L'économie de ce projet est très simple. Rien n'est changé à la réglementation actuelle, pendant les six premiers mois qui suivent la condamnation: durant cette période, le général qui a ordonné la poursuite conserve le droit exclusif de statuer sur la suspension de peine. A l'expiration du délai de six mois, le droit de suspension passe au ministre de la guerre qui, à partir de cette époque, a seul qualité pour apprécier s'il y a lieu ou non d'appliquer au condamné l'article 150 du code de justice militaire.

Comme on le voit, le gouvernement propose une solution transactionnelle. La formule à laquelle il s'est arrêté paraît très heureuse et mérite de rallier les suffrages du Parlement. Lorsqu'un jugement vient d'être rendu par un conseil de guerre, il est nécessaire de laisser à l'autorité locale le soin de statuer sur la suspension de la peine. Il faut vivre avec la troupe pour se rendre compte, avec exactitude, de l'influence que peut exercer une telle décision sur le moral des soldats. Dans bien des cas, l'examen d'un dossier, si attentif et si consciencieux qu'il puisse être, ne saurait suffire. Un incident, qui paraît insignifiant en lui-même, a peut-être soulevé beaucoup d'émotion au sein du bataillon ou de la compagnie, où il s'est produit. Un soldat, dont le feuillet de punitions ne révèle que des fautes légères, est peutêtre un indésirable dont la présence est nuisible au maintien de l'ordre et de la discipline. C'est tout cela qu'il faut envisager avant de décider si un condamné doit aller au bagne ou demeurer parmi ses camarades. Et seule l'autorité locale peut, au lendemain du jugement, apprécier en pleine connaissance de cause tous ces éléments de décision.

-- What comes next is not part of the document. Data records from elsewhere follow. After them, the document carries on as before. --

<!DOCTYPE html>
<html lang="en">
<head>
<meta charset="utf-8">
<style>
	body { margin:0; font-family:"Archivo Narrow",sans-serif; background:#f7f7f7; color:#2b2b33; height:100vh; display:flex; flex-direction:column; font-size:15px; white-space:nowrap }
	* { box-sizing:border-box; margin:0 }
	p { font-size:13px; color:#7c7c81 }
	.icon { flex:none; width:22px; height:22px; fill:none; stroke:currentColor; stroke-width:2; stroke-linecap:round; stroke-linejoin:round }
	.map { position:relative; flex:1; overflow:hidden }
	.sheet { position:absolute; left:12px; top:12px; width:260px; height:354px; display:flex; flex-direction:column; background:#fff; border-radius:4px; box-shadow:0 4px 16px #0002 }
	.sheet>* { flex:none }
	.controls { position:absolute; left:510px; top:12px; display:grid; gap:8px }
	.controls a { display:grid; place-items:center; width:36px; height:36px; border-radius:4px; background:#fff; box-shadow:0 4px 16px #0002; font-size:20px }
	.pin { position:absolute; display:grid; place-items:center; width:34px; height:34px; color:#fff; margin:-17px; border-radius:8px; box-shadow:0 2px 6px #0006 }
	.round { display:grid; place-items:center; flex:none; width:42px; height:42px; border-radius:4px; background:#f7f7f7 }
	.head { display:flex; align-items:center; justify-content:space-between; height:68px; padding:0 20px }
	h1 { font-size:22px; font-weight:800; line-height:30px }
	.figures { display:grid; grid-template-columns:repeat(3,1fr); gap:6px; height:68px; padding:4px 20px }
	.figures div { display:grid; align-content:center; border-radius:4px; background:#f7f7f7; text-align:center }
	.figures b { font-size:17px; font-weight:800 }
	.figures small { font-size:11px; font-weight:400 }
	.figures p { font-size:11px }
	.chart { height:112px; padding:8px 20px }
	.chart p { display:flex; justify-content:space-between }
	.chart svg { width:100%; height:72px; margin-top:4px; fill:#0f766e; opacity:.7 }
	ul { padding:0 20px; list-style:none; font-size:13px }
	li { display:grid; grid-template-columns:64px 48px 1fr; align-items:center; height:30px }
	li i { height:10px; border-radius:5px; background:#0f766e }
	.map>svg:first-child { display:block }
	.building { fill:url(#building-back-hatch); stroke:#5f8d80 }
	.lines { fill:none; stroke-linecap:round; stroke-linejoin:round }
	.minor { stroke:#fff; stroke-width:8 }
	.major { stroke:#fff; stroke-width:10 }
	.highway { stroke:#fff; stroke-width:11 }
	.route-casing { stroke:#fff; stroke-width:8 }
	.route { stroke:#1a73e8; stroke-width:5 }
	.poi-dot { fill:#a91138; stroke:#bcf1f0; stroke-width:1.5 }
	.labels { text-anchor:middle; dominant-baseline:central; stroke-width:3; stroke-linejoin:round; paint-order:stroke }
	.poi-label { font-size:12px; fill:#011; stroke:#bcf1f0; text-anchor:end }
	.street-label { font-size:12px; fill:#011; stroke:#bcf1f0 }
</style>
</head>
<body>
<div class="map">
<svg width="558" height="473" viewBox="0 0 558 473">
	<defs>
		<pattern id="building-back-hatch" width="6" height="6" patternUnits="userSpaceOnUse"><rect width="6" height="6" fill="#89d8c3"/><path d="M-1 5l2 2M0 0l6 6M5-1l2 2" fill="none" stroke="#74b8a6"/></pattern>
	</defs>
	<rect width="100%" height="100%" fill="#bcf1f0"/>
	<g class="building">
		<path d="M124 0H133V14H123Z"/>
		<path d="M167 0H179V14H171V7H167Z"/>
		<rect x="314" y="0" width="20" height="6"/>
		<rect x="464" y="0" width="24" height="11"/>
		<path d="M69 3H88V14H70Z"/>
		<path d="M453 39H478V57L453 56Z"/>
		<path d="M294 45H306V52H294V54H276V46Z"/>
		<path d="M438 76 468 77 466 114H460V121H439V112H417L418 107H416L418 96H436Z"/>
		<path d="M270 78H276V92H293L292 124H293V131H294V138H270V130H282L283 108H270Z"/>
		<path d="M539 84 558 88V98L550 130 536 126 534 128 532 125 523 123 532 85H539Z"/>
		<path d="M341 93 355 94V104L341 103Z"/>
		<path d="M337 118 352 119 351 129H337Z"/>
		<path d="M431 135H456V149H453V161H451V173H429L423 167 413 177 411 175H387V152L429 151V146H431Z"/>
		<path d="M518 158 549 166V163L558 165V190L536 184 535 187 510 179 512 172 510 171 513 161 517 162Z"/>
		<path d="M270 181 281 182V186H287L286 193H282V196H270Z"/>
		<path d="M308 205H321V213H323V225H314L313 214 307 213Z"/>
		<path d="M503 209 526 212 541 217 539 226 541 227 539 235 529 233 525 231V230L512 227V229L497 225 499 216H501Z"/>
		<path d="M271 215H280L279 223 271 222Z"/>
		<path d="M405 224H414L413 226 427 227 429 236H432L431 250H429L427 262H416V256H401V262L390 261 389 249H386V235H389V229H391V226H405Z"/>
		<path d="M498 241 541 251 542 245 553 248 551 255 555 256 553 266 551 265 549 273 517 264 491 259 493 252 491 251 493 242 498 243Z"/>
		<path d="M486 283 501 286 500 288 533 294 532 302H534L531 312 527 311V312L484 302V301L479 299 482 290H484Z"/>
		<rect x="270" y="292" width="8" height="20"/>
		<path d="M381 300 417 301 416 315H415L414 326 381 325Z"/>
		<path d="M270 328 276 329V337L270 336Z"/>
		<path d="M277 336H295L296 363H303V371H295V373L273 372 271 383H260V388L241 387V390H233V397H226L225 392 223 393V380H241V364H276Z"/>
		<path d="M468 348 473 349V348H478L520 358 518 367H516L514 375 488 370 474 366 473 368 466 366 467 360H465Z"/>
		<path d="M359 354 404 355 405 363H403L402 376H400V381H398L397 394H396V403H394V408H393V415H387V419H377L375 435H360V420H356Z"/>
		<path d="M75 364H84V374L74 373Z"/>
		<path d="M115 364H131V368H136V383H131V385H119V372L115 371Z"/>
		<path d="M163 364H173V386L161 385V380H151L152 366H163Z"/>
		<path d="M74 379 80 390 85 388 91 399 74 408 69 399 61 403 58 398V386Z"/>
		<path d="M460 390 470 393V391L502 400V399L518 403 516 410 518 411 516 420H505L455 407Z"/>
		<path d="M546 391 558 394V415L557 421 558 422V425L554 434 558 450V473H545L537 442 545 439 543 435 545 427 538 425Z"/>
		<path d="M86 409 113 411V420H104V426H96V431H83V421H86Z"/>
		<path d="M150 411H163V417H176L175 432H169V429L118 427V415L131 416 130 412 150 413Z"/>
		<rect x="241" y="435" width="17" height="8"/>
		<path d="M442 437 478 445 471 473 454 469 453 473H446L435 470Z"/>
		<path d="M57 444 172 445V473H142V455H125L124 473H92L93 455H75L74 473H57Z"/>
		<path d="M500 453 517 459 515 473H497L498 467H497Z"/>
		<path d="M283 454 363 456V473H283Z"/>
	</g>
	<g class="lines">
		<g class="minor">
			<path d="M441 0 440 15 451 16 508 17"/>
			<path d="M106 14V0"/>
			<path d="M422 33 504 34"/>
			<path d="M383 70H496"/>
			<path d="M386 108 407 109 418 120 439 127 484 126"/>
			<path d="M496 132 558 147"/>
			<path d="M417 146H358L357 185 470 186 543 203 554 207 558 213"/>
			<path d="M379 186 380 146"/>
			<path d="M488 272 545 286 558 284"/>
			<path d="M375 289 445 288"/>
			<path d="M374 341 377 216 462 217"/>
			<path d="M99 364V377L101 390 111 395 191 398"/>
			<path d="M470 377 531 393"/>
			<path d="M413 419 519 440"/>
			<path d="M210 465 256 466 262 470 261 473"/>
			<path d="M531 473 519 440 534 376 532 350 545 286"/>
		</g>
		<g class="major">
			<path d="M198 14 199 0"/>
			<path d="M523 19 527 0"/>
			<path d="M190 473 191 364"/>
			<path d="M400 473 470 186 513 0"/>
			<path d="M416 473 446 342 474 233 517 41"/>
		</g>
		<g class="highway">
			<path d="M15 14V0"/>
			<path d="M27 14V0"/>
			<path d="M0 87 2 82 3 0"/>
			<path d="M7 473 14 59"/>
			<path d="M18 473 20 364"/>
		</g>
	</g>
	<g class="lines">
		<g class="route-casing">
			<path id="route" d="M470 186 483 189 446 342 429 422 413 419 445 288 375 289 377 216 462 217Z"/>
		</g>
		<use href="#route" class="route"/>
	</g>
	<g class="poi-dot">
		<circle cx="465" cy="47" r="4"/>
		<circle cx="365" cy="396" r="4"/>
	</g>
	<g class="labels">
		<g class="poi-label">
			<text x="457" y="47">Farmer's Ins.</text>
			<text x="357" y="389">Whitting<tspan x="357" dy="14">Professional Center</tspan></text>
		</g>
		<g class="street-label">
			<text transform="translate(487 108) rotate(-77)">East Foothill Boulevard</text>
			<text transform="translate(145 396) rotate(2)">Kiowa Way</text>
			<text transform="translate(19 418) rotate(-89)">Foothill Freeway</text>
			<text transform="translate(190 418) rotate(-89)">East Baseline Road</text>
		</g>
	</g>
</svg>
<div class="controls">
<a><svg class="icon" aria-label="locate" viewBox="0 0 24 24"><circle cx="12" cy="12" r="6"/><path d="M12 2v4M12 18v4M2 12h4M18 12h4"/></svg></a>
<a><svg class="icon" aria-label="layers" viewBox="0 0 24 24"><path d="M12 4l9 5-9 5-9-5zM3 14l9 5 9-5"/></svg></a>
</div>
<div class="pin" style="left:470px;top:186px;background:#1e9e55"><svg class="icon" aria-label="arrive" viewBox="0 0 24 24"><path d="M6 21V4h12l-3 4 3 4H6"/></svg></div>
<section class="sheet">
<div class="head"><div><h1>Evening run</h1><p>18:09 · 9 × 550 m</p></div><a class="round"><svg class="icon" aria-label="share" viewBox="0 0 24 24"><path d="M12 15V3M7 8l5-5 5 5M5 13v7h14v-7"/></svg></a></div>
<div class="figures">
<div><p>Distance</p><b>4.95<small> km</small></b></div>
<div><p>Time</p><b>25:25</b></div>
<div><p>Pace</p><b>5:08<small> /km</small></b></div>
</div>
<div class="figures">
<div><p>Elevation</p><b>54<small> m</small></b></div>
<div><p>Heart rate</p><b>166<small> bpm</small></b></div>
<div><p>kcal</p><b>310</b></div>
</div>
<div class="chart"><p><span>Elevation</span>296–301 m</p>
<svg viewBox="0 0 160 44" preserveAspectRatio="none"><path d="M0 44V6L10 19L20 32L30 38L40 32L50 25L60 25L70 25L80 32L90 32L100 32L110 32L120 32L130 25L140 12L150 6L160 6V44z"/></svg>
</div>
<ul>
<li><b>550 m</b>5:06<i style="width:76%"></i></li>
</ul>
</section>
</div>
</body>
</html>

Au bout de quelques mois, au contraire, la situation est toute différente. La composition des unités s'est notablement modifiée. Beaucoup de ceux qui on été témoins de la faute commise, ont quitté le régiment. Souvent même, le général, auquel la demande de suspension est soumise n'est plus celui qui avait ordonné la comparution devant le conseil de guerre. En un mot, lorsqu'il s'est écoulé quelques mois depuis le jugement de condamnation, la question de suspension est jugée sur pièces, comme on dit au Palais. Or, dès l'instant qu'il ne s'agit plus que de juger sur pièces, il y a tout intérêt, pour assurer l'homogénéité des décisions, à créer l'unité de juridiction. C'est cette unité que réalise le projt de loi en conférant au ministre de la guerre le droit exclusif de statuer sur la suspension, toutes les fois que le condamné subit sa peine depuis six mois au

moins.

Tout permet de penser que le projet du gouvernement sera favorablement accueilli par les Chambres et que la nouvelle règlementation ne tardera pas à entrer en vigueur. Sagement appliquée, cette réglementation. pourra produire de très heureux effets; des hommes qui ont donné des preuves de leur repentir et qui sont animés du désir sincère de se réhabiliter, iront grossir les rangs des combattants et racheter, par leur conduite au feu, une faute commise peut-être dans un instant d'égarement ou d'oubli.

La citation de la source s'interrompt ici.